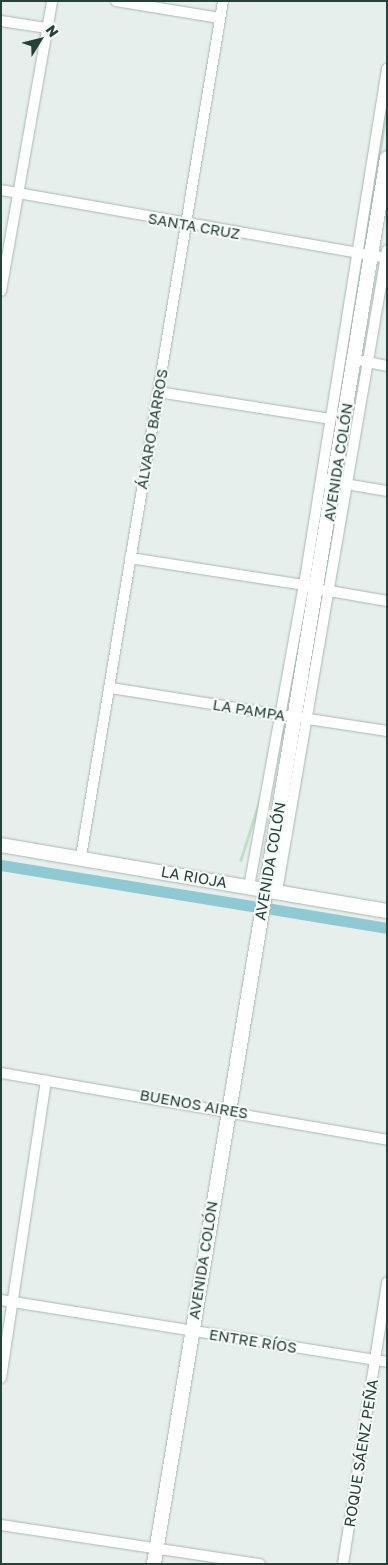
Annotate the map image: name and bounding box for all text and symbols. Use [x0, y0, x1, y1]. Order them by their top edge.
north arrow [15, 15, 65, 65]
text: N [43, 22, 63, 40]
street label: SANTA CRUZ [147, 209, 241, 243]
street label: ÁLVARO BARROS [133, 367, 171, 491]
street label: AVENIDA COLÓN [320, 401, 356, 523]
street label: LA PAMPA [212, 695, 286, 725]
street label: AVENIDA COLÓN [251, 800, 289, 922]
street label: LA RIOJA [160, 862, 228, 892]
street label: BUENOS AIRES [138, 1086, 250, 1122]
street label: AVENIDA COLÓN [185, 1199, 221, 1321]
street label: ENTRE RÍOS [208, 1325, 298, 1357]
street label: ROQUE SÁENZ PEÑA [340, 1378, 382, 1528]

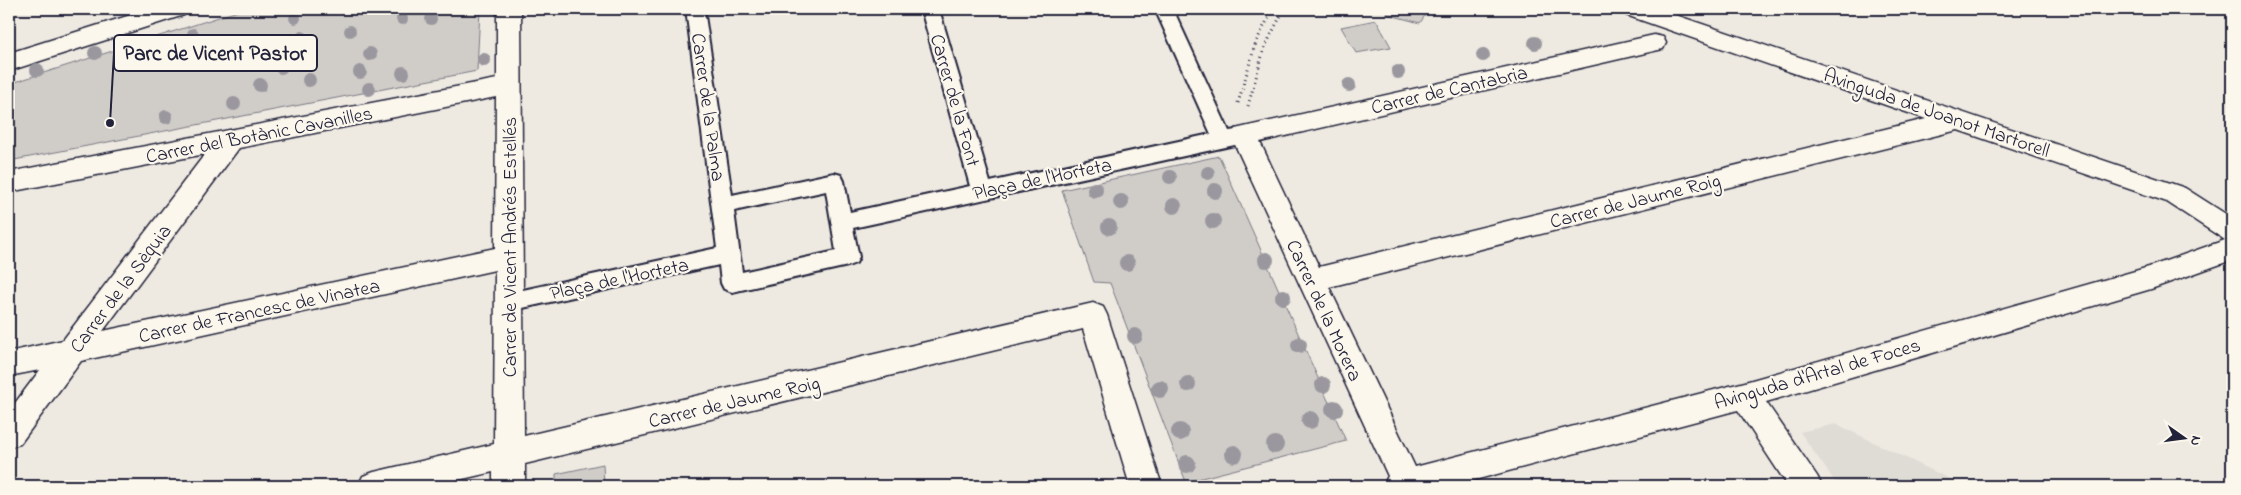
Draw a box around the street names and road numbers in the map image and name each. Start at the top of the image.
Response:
street label: Carrer de la Palma [682,31,731,183]
street label: Carrer de la Font [921,31,986,171]
street label: Carrer de Cantabria [1368,59,1531,124]
street label: Avinguda de Joanot Martorell [1819,62,2053,168]
street label: Carrer del Botànic Cavanilles [144,100,375,173]
street label: Carrer de Vicent Andrés Estellés [497,117,526,377]
street label: Plaça de l'Horteta [970,152,1115,209]
street label: Carrer de Jaume Roig [1547,167,1724,239]
street label: Carrer de la Sèquia [64,219,180,360]
street label: Carrer de la Morera [1277,235,1368,387]
street label: Plaça de l'Horteta [547,252,692,309]
street label: Carrer de Francesc de Vinatea [136,273,383,352]
street label: Avinguda d'Artal de Foces [1711,332,1925,420]
street label: Carrer de Jaume Roig [646,370,823,438]

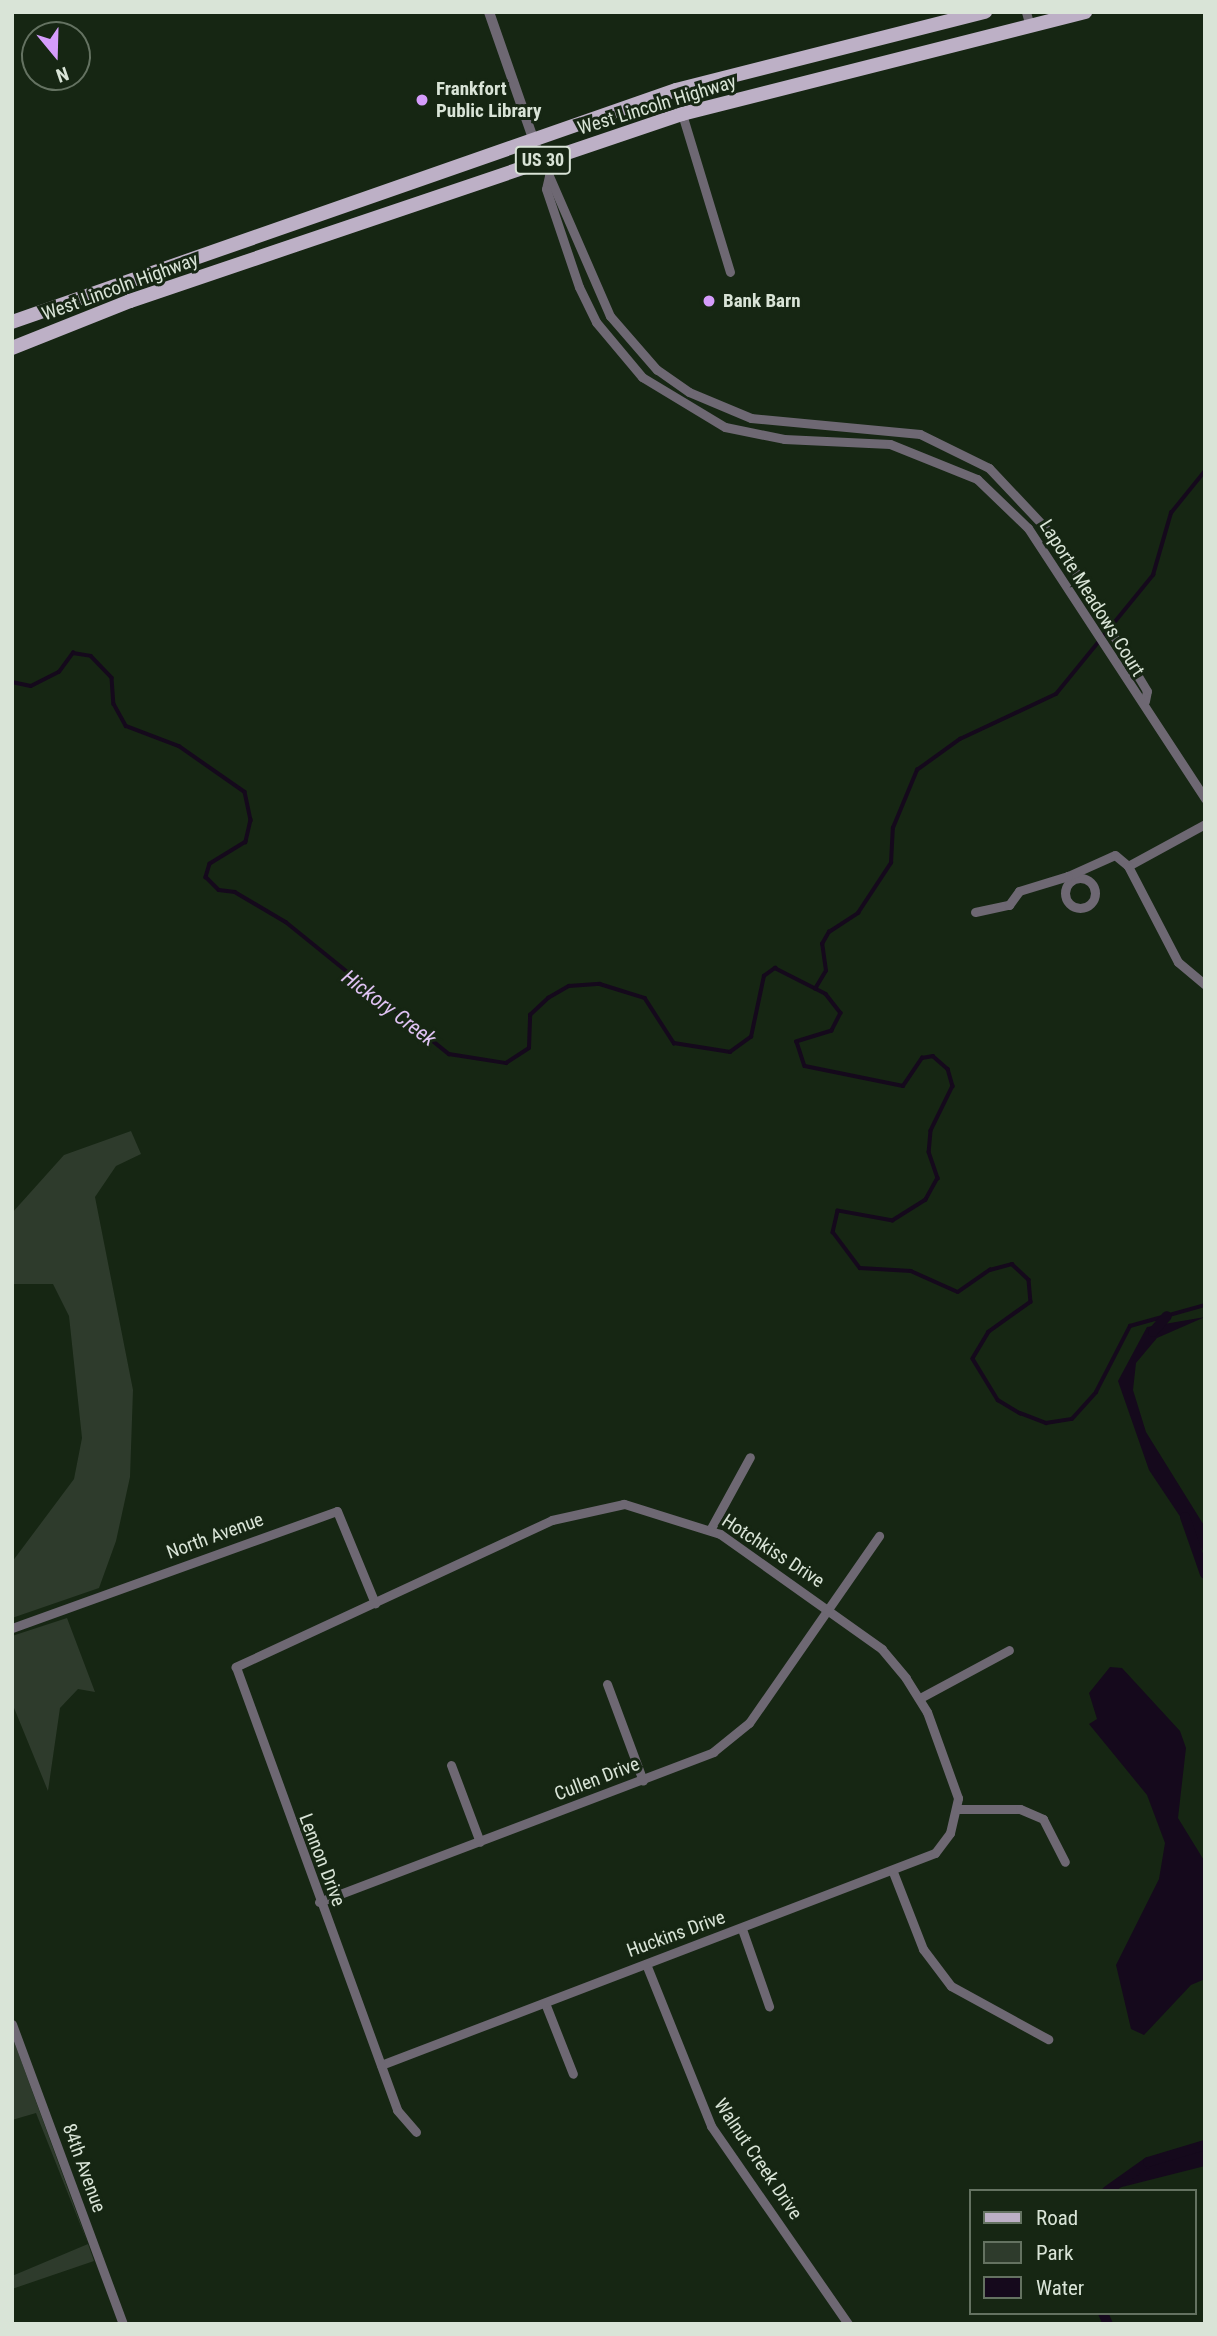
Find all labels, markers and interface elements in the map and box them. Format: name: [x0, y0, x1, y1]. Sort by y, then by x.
north arrow: [21, 21, 91, 91]
text: N: [53, 62, 72, 87]
street label: West Lincoln Highway: [575, 70, 739, 140]
place label: Frankfort Public Library: [436, 78, 541, 122]
marker: Frankfort Public Library: [414, 92, 430, 108]
road number: US 30: [513, 146, 573, 174]
street label: West Lincoln Highway: [39, 248, 201, 326]
place label: Bank Barn: [723, 290, 801, 312]
marker: Bank Barn: [701, 293, 717, 309]
street label: Laporte Meadows Court: [1035, 516, 1149, 680]
water label: Hickory Creek: [337, 964, 441, 1052]
street label: North Avenue: [163, 1508, 267, 1564]
street label: Hotchkiss Drive: [718, 1509, 828, 1593]
street label: Cullen Drive: [551, 1752, 643, 1806]
street label: Lennon Drive: [294, 1810, 350, 1910]
street label: Huckins Drive: [624, 1906, 728, 1962]
street label: Walnut Creek Drive: [709, 2094, 807, 2224]
street label: 84th Avenue: [57, 2121, 111, 2215]
legend: [968, 2189, 1196, 2315]
text: Road: [1036, 2206, 1078, 2230]
text: Park: [1036, 2241, 1073, 2265]
text: Water: [1036, 2276, 1084, 2300]

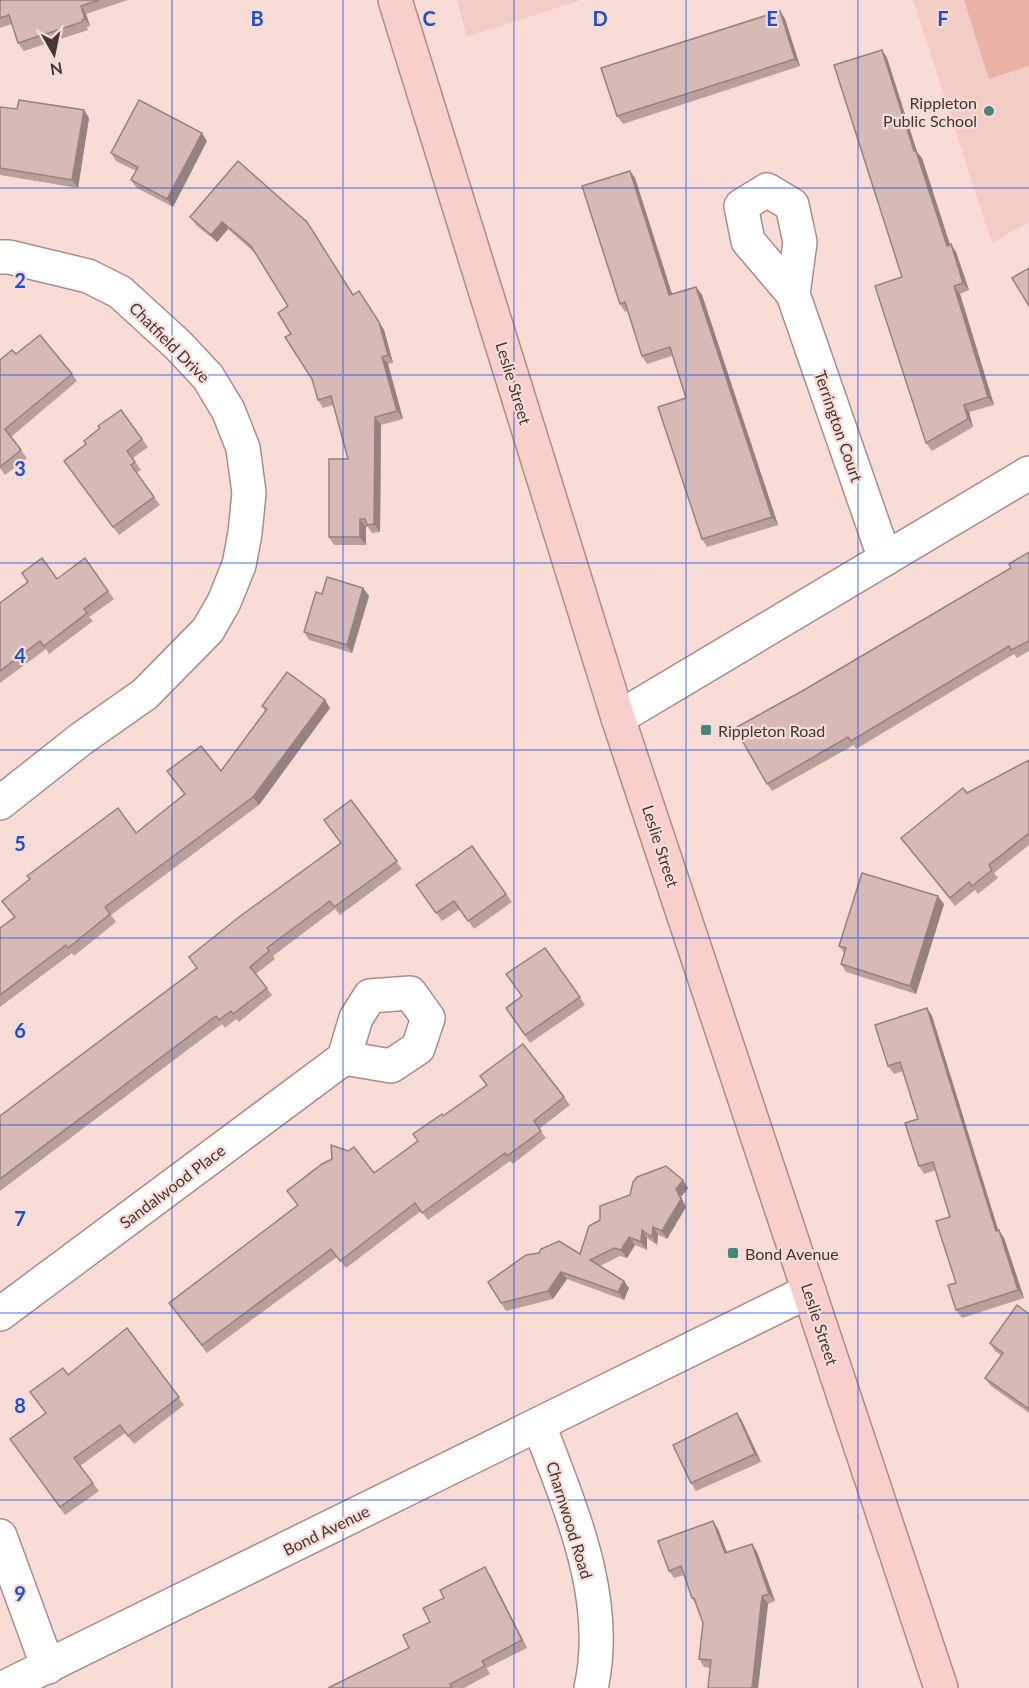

Work task:
Set down the material above exactly. Skip any picture.

Answer section:
Annotate the map image: name and bounding box for all text and symbols. Use [x0, y0, x1, y1]. Order them by their top edge.
north arrow [15, 15, 65, 65]
text: N [43, 22, 63, 40]
street label: SANTA CRUZ [147, 209, 241, 243]
street label: ÁLVARO BARROS [133, 367, 171, 491]
street label: AVENIDA COLÓN [320, 401, 356, 523]
street label: LA PAMPA [212, 695, 286, 725]
street label: AVENIDA COLÓN [251, 800, 289, 922]
street label: LA RIOJA [160, 862, 228, 892]
street label: BUENOS AIRES [138, 1086, 250, 1122]
street label: AVENIDA COLÓN [185, 1199, 221, 1321]
street label: ENTRE RÍOS [208, 1325, 298, 1357]
street label: ROQUE SÁENZ PEÑA [340, 1378, 382, 1528]

Draw a box around the street names and road numbers in the map image and name each. Start at the top of the image.
Response:
street label: Carrer de la Palma [682,31,731,183]
street label: Carrer de la Font [921,31,986,171]
street label: Carrer de Cantabria [1368,59,1531,124]
street label: Avinguda de Joanot Martorell [1819,62,2053,168]
street label: Carrer del Botànic Cavanilles [144,100,375,173]
street label: Carrer de Vicent Andrés Estellés [497,117,526,377]
street label: Plaça de l'Horteta [970,152,1115,209]
street label: Carrer de Jaume Roig [1547,167,1724,239]
street label: Carrer de la Sèquia [64,219,180,360]
street label: Carrer de la Morera [1277,235,1368,387]
street label: Plaça de l'Horteta [547,252,692,309]
street label: Carrer de Francesc de Vinatea [136,273,383,352]
street label: Avinguda d'Artal de Foces [1711,332,1925,420]
street label: Carrer de Jaume Roig [646,370,823,438]

Find all labels, markers and interface elements in the map and box them. Format: name: [x0, y0, x1, y1]. Sort by y, then by x.
north arrow: [21, 21, 91, 91]
text: N: [53, 62, 72, 87]
street label: West Lincoln Highway: [575, 70, 739, 140]
place label: Frankfort Public Library: [436, 78, 541, 122]
marker: Frankfort Public Library: [414, 92, 430, 108]
road number: US 30: [513, 146, 573, 174]
street label: West Lincoln Highway: [39, 248, 201, 326]
place label: Bank Barn: [723, 290, 801, 312]
marker: Bank Barn: [701, 293, 717, 309]
street label: Laporte Meadows Court: [1035, 516, 1149, 680]
water label: Hickory Creek: [337, 964, 441, 1052]
street label: North Avenue: [163, 1508, 267, 1564]
street label: Hotchkiss Drive: [718, 1509, 828, 1593]
street label: Cullen Drive: [551, 1752, 643, 1806]
street label: Lennon Drive: [294, 1810, 350, 1910]
street label: Huckins Drive: [624, 1906, 728, 1962]
street label: Walnut Creek Drive: [709, 2094, 807, 2224]
street label: 84th Avenue: [57, 2121, 111, 2215]
legend: [968, 2189, 1196, 2315]
text: Road: [1036, 2206, 1078, 2230]
text: Park: [1036, 2241, 1073, 2265]
text: Water: [1036, 2276, 1084, 2300]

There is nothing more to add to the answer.